Records shown:

* * *

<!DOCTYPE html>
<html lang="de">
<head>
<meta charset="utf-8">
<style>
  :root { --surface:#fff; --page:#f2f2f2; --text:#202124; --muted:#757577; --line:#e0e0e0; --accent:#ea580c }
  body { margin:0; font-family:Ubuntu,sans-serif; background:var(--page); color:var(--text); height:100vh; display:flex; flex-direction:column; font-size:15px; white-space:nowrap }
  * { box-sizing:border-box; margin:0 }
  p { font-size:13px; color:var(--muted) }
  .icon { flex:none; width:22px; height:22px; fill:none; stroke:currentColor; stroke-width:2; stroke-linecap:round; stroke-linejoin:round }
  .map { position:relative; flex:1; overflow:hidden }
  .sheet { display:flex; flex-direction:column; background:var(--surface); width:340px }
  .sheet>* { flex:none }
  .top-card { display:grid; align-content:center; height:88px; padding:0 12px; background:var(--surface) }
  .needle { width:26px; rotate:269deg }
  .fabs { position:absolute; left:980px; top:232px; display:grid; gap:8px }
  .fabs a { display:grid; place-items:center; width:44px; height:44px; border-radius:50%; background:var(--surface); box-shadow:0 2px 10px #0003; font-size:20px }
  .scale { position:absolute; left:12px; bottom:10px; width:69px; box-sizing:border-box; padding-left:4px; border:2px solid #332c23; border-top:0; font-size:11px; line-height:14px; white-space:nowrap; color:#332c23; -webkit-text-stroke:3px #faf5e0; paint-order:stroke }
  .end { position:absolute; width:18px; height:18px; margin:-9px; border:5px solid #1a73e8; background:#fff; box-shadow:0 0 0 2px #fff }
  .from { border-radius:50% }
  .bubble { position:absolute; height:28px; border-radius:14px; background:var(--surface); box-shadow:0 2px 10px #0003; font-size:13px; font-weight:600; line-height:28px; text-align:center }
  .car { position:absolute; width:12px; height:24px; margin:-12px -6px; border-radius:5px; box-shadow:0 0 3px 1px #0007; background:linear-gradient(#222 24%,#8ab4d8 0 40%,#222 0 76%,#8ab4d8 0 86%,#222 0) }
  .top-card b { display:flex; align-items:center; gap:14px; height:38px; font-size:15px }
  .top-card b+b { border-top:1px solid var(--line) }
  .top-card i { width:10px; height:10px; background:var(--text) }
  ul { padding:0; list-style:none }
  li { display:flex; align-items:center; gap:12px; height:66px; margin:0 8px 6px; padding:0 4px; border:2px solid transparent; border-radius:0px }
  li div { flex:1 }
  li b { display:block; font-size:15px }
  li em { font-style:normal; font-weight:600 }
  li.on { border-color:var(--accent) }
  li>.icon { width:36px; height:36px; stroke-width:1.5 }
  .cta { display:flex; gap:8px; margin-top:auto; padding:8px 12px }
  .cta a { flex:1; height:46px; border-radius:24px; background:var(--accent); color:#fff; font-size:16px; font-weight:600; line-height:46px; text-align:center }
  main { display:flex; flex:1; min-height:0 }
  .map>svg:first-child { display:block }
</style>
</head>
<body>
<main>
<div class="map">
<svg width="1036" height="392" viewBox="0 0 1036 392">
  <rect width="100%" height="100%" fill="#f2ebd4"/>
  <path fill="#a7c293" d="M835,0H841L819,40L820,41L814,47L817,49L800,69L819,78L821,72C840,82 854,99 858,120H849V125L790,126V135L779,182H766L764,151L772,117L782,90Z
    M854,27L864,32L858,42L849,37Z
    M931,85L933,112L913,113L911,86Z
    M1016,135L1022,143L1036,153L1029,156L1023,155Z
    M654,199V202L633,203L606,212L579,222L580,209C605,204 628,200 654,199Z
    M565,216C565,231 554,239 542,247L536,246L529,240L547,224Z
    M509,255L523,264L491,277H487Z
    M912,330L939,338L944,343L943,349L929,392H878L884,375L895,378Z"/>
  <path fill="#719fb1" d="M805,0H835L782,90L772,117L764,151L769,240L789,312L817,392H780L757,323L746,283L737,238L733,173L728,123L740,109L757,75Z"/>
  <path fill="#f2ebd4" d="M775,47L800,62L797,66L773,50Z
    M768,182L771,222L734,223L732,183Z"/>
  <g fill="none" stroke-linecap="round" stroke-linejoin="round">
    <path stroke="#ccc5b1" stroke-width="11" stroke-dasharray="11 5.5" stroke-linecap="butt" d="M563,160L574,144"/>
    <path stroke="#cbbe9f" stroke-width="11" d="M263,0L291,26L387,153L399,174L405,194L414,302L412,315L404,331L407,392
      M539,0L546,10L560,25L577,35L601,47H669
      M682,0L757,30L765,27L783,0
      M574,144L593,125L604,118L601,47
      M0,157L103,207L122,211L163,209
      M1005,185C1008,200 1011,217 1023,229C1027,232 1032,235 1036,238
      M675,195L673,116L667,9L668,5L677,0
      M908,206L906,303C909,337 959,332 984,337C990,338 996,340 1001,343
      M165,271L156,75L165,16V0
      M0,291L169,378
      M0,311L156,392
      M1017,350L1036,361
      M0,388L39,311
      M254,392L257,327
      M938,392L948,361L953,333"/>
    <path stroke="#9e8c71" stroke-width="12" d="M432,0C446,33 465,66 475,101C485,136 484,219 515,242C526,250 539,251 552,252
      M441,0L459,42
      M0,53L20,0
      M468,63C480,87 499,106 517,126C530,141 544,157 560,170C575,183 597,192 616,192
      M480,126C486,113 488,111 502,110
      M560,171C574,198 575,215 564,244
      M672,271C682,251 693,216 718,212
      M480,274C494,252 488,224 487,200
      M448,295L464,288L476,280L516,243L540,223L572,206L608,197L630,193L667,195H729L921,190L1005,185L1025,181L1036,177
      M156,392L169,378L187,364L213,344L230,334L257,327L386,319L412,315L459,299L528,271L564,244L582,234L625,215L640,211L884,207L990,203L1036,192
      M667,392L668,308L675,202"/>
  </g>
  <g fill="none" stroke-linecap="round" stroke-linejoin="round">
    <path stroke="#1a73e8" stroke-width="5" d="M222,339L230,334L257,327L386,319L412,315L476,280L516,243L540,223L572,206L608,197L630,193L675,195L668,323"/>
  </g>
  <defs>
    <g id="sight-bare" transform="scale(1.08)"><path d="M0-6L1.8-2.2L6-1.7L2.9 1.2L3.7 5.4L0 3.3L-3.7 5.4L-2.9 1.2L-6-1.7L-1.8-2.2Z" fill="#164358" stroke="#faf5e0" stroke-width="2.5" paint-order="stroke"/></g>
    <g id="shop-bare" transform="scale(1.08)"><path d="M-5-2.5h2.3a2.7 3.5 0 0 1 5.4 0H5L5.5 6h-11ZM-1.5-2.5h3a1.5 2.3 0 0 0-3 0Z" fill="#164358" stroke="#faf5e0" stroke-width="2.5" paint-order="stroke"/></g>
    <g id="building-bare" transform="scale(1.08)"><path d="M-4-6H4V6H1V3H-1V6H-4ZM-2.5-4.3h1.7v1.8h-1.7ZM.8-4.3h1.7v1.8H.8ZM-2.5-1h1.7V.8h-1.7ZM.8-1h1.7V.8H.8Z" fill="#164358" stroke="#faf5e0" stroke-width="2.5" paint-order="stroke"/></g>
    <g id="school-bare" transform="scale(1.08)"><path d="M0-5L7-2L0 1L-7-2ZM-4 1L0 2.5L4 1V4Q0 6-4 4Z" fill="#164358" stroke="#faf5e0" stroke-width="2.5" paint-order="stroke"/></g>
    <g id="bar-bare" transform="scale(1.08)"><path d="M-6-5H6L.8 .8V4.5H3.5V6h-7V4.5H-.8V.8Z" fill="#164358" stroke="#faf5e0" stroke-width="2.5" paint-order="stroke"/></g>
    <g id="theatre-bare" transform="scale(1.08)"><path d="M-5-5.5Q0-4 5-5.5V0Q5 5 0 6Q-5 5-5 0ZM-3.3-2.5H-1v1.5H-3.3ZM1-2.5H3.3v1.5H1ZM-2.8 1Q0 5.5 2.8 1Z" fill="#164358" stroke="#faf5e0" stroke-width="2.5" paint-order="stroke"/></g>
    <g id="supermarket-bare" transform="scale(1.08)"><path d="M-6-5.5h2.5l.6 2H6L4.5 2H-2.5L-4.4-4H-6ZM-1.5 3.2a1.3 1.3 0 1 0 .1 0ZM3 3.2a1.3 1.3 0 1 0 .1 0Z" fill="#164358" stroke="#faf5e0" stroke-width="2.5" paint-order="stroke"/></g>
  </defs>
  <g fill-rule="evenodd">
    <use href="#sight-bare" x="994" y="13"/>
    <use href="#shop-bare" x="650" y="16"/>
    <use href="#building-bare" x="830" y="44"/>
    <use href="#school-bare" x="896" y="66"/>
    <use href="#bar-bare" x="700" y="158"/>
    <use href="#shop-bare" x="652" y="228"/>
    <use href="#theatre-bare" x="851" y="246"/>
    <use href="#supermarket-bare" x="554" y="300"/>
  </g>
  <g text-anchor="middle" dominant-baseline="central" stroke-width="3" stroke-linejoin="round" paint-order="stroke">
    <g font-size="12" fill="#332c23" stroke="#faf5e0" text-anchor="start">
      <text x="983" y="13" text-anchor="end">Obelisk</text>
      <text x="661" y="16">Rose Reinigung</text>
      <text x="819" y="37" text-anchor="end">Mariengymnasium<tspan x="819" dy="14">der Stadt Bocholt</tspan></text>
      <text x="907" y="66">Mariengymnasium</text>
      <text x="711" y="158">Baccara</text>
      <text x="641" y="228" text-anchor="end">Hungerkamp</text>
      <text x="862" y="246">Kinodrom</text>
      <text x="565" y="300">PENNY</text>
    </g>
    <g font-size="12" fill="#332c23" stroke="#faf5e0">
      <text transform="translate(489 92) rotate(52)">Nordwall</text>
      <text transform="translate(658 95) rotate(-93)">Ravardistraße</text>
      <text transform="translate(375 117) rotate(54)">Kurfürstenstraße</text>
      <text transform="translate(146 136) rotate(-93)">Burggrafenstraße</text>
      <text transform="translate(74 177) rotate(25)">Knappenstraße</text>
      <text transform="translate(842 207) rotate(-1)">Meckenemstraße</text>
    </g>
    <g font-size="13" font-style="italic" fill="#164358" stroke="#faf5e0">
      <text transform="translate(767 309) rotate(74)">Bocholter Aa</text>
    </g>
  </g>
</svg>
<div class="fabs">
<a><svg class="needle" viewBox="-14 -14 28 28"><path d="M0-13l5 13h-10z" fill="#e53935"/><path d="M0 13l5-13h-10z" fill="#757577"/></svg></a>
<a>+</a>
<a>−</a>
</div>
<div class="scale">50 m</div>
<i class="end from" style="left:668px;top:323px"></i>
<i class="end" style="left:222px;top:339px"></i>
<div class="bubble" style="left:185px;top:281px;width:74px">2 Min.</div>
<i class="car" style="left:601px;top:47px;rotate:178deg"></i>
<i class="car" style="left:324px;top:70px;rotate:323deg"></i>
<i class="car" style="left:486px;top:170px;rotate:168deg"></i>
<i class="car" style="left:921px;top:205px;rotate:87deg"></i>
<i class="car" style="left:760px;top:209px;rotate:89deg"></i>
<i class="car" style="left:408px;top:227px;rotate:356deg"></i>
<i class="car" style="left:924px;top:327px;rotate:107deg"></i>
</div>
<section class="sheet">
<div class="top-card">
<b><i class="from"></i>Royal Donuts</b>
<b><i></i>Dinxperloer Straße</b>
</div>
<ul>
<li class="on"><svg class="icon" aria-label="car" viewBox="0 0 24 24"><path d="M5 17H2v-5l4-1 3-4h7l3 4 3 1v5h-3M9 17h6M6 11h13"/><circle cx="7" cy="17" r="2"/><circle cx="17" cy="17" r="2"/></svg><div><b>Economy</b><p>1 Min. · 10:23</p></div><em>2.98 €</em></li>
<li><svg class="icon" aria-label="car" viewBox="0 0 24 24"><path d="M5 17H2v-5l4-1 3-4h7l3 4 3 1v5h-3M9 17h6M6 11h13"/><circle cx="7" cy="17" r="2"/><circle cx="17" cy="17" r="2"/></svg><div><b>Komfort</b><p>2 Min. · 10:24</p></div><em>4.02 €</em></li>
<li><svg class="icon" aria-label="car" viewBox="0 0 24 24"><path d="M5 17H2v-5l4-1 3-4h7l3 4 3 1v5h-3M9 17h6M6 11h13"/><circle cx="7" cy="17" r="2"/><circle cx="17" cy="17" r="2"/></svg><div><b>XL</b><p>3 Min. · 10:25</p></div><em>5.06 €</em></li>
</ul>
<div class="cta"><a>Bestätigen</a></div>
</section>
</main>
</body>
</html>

* * *

Work instruction:
Select all lines in the listing that include the word "linejoin".

Output of the task:
  .icon { flex:none; width:22px; height:22px; fill:none; stroke:currentColor; stroke-width:2; stroke-linecap:round; stroke-linejoin:round }
  <g fill="none" stroke-linecap="round" stroke-linejoin="round">
  <g fill="none" stroke-linecap="round" stroke-linejoin="round">
  <g text-anchor="middle" dominant-baseline="central" stroke-width="3" stroke-linejoin="round" paint-order="stroke">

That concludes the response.